The benefits of being a perfectionist
In my case it clearly worked against me. It turned me into an anxious, worrying overachieving go-getting woman, chasing everyone’s dreams except her own without ever being satisfied. By recognizing the state I was in, and by working my way through it for the past seven years, I’ve come out on what I would call the other end of the perfectionist spectrum.
Now the trait no longer works against me (at least not very often), or makes me miserable; instead it works in my favor, and gives me the will to passionately pursue my dreams. There are many more benefits of being a perfectionist. Such as:
- A great eye for details,
- Organizational skills to die for,
- The determination of a hungry Labrador,
- A better than average quality of work,
- An almost unlimited interest for learning,
- And so much more!
So yes I have a lot to thank my perfectionist trait for.
And one of those things is the “courage” my friend talked about that allows me to pursue my dreams, and goals relentlessly.
Get to know your personality traits
I believe the trick with our personality traits is to learn all we can about that – that is to learn all we can about us, really – so that we can use them to our advantage. I would often wish I didn’t have all the feelings and emotions that I had because of my perfectionism.

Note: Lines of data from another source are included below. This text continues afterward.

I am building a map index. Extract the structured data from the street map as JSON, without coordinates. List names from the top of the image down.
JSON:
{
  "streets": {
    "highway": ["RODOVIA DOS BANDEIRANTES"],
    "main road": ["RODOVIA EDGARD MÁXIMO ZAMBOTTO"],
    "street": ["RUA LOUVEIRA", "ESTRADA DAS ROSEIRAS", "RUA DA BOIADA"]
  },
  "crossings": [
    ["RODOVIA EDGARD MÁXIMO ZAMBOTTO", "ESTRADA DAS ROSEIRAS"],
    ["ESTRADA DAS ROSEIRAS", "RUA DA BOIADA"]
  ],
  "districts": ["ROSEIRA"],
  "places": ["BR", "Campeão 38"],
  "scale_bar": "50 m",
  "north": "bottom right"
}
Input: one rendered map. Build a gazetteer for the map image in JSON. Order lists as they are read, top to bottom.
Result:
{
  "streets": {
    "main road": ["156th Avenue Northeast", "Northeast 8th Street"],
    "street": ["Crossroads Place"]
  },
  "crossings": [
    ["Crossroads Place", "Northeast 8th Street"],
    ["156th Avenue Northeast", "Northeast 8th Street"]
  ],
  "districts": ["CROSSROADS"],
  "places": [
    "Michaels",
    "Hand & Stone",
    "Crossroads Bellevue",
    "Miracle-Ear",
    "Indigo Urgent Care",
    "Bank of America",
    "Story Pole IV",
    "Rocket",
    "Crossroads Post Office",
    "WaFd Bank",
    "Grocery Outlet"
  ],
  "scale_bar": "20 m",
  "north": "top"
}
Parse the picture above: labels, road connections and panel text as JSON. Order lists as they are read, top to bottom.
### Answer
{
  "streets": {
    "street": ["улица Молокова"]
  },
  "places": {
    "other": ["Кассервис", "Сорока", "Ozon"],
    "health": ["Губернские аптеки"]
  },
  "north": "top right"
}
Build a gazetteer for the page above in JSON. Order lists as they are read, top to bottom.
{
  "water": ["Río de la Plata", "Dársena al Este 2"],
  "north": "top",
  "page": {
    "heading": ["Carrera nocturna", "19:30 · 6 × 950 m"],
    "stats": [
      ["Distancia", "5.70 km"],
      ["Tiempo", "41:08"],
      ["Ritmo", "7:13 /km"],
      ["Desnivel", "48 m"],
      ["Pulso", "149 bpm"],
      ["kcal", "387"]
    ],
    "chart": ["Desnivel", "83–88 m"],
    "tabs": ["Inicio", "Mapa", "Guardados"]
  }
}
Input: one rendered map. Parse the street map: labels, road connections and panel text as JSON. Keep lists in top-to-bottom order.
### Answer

Not anymore. I’m so happy to have these strengths and I wouldn’t trade them for the world. They make me who I am, and always have. The essence of me has remained the same, it’s the expression of me that’s changed. I believe we all have that power. I don’t think we’re passengers on the ship that is our life. Instead we can design it to be whatever it is we want it to be. And all the tools we need to make it a great beautiful life are within us.
I hope this post will inspire you to look at the personality traits that you don’t like about yourself in a different light, and that you’ll feel inspired you to learn more about them so you can transform them into personality assets, rather than personality flaws.
Now it’s your turn. What strengths do you possess that come packaged in challenging personality traits? How did you turn a negative trait into a positive one? Let me know below.
Hi, I’m Murielle. I created the online course Soulful Productivity™, a 6-week program to redefine productivity and help you get from overwhelm to flow, and I have a private coaching practice where I help ambitious, multi-passionate creatives and entrepreneurs start, grow & scale businesses, and create their freedom lifestyle. PS: I love Instagram. Let’s connect!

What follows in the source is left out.